Buntut Kecelakaan Maut, Petugas Jaga Lintasan KA Dibina Intensif
JAY-Riyanto Jayeng
Kamis, 06/01/2011, 21:10:00 WIB

Ilustrasi

PanturaNews (Tegal) - Menyusul terjadinya kecelakaan maut di perlintasan Kerata Api (KA) Tirus, Kota Tegal, Jawa Tengah belum lama ini, seluruh petugas jaga lintasan (PJL) KA dibawah naungan Dinas Perhubungan Komunikasi dan Informasi (Dishubkominfo) Kota Tegal, mendapat pembinaan intensif, Kamis 06 Januari 2011.

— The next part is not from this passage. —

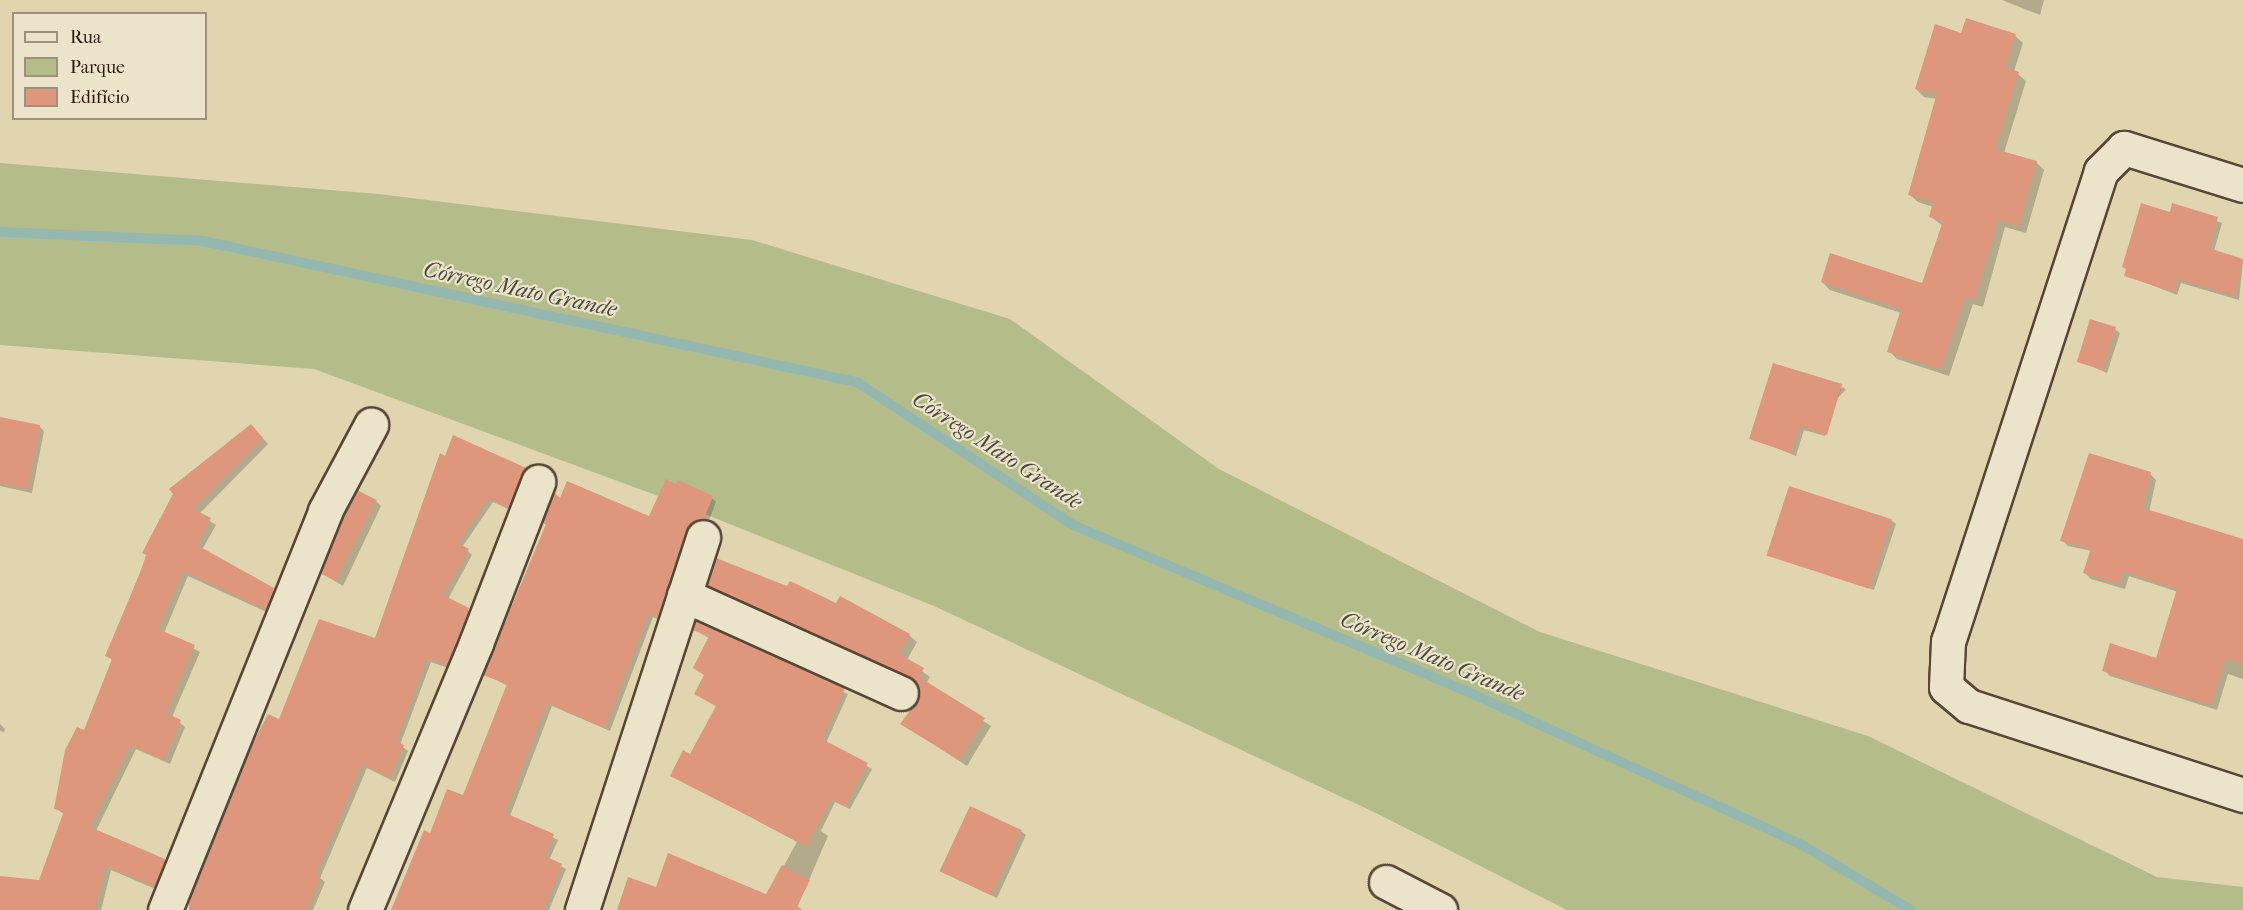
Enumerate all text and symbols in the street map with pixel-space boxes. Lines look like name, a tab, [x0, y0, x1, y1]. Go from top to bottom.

Kepala Dishubkominfo Kota Tegal, Drs. Khaerul Huda dalam pernyataannya mengatakan, pembinaan lebih intensif itu dilakukan agar PJL tetap waspada dan siaga dalam menjalankan tugasnya, mengingat kecelakaan di perlintasan KA Tirus belum lama ini disebabkan oleh keteledoran petugas jaga.
Khaerul menegaskan, kasus kecelakaan yang terjadi di perlintasan KA Tirus harus menjadi peringatan bagi PJL yang beraada dibawah naungan Dishubkominfo. Menurut Khaerul, sebenarnya tiap hari Senin semua PJL beserta staf dan karyawan Dishubkominfo lainnya mendapat pembinaan rutin. Akan tetapi dengan tidak ada salahnya jika Dishubkominfo lebih mengintesifkan pembinaan kepada PJL, sebab tugas PJL ini bersinggungan langsung dengan masyarakat.
“Lebih baik dimarahi masyarakat gara-gara menutup pintu lintasan lebih awal dari terlambat menutup pintu lintasan yang berujung kecelakaan fatal,” kata Khaerul.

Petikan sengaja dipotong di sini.